*WHAT IS REQUIRED*.
Scan the listing below for the word "length" and copy every line where it occurs.

*RECORDS PROVIDED*.
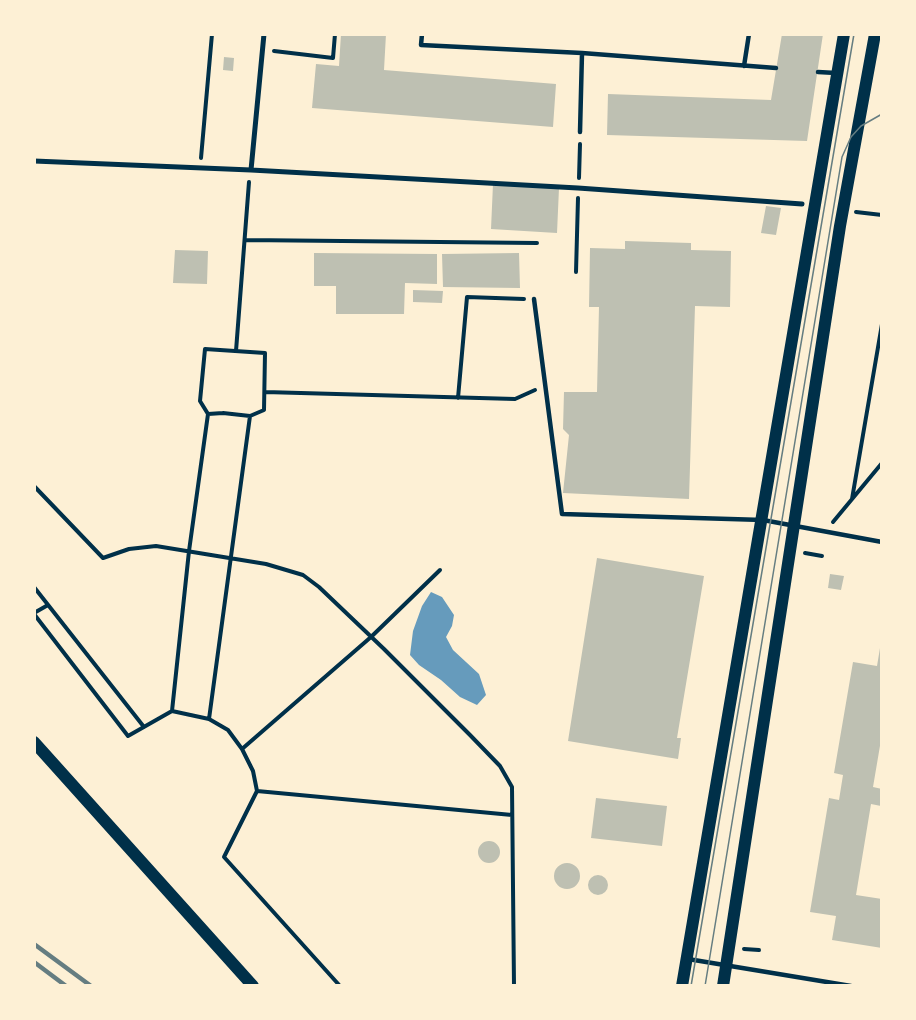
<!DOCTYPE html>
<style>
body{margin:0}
#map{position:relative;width:916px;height:1020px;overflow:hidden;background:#fdf0d5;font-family:"Open Sans",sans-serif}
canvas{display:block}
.frame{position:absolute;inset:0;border:36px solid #fdf0d5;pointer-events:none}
</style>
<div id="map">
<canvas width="916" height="1020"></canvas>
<div class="frame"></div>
</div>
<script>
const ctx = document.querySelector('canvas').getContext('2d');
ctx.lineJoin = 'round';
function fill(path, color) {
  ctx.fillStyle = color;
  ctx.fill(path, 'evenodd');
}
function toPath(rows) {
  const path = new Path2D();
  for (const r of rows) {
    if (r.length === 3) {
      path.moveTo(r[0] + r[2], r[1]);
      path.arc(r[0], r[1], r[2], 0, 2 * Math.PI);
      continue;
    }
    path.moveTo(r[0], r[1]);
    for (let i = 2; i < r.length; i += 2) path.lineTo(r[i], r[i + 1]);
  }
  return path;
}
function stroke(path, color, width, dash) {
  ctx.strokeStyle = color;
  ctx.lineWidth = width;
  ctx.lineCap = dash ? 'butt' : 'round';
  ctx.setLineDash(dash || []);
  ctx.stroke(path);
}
fill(toPath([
 [431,592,442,597,454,615,452,626,446,637,453,650,479,674,486,695,477,705,460,697,441,680,419,665,410,655,413,631,422,606]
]), '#669bbc');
fill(toPath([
 [341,34,386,34,384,70,556,84,553,127,312,108,316,64,339,66],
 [782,34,823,34,807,141,607,135,608,94,771,100],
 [224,57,234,58,233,71,223,70],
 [493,184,559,188,557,233,491,229],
 [766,206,781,208,776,235,761,233],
 [625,241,691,243,691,250,731,251,730,307,695,306,689,499,563,493,569,435,563,429,564,392,597,392,599,307,589,307,590,248,625,249],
 [175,250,208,251,207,284,173,283],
 [314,253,437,254,437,284,405,283,404,314,336,314,336,286,314,286],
 [519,253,520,288,443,287,442,254],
 [413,290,443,291,442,303,413,302],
 [597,558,704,576,677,738,681,738,678,759,568,741],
 [830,574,844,576,841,590,828,588],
 [880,648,882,734,873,787,882,789,882,802,881,806,871,804,856,895,882,899,882,948,832,940,836,916,810,912,829,798,839,800,843,775,834,773,853,662,877,666],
 [596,798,667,806,662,846,591,838],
 [489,852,11],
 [567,876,13],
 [598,885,10]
]), '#bec0b2');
stroke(toPath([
 [274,51,333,58,335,34],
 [201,158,212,34],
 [579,178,580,144],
 [856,212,882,215],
 [245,240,537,243],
 [576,272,578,198],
 [236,351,249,182],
 [265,392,515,399,535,390],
 [458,398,467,297,524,299],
 [223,413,250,416,209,719,172,711,189,551,208,414,223,413],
 [208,414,200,401,205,349,265,353,264,410,250,416],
 [34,486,103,558,129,549,156,546,266,564,303,575,319,587,384,649,470,735,500,766,512,787,514,986],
 [852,499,882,324],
 [833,522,882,463],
 [805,553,822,556],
 [34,587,144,727],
 [34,613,48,605],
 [34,614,128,736,172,711],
 [209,719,228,730,242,749,253,771,257,791,512,815],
 [242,749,371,637,440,570],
 [257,791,224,857,340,986],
 [744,949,759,950]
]), '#003049', 4);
stroke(toPath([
 [422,34,421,45,582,53,776,68],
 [744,66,749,34],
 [818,72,836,73],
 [580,132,582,53],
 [534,299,562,514,763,520,882,542],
 [688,959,851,986]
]), '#003049', 4.5);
stroke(toPath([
 [34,161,251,170,578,188,802,204],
 [251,170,264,34]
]), '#003049', 5);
stroke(toPath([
 [34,742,253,986],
 [682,986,844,34],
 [723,986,840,226,875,34]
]), '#003049', 12);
stroke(toPath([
 [691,986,854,34],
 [705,986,842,157,851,137,861,126,882,114]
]), '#657d81', 1.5);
stroke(toPath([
 [34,944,91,986],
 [34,962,66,986]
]), '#657d81', 4.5);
</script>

*EXERCISE ANSWER*.
    if (r.length === 3) {
    for (let i = 2; i < r.length; i += 2) path.lineTo(r[i], r[i + 1]);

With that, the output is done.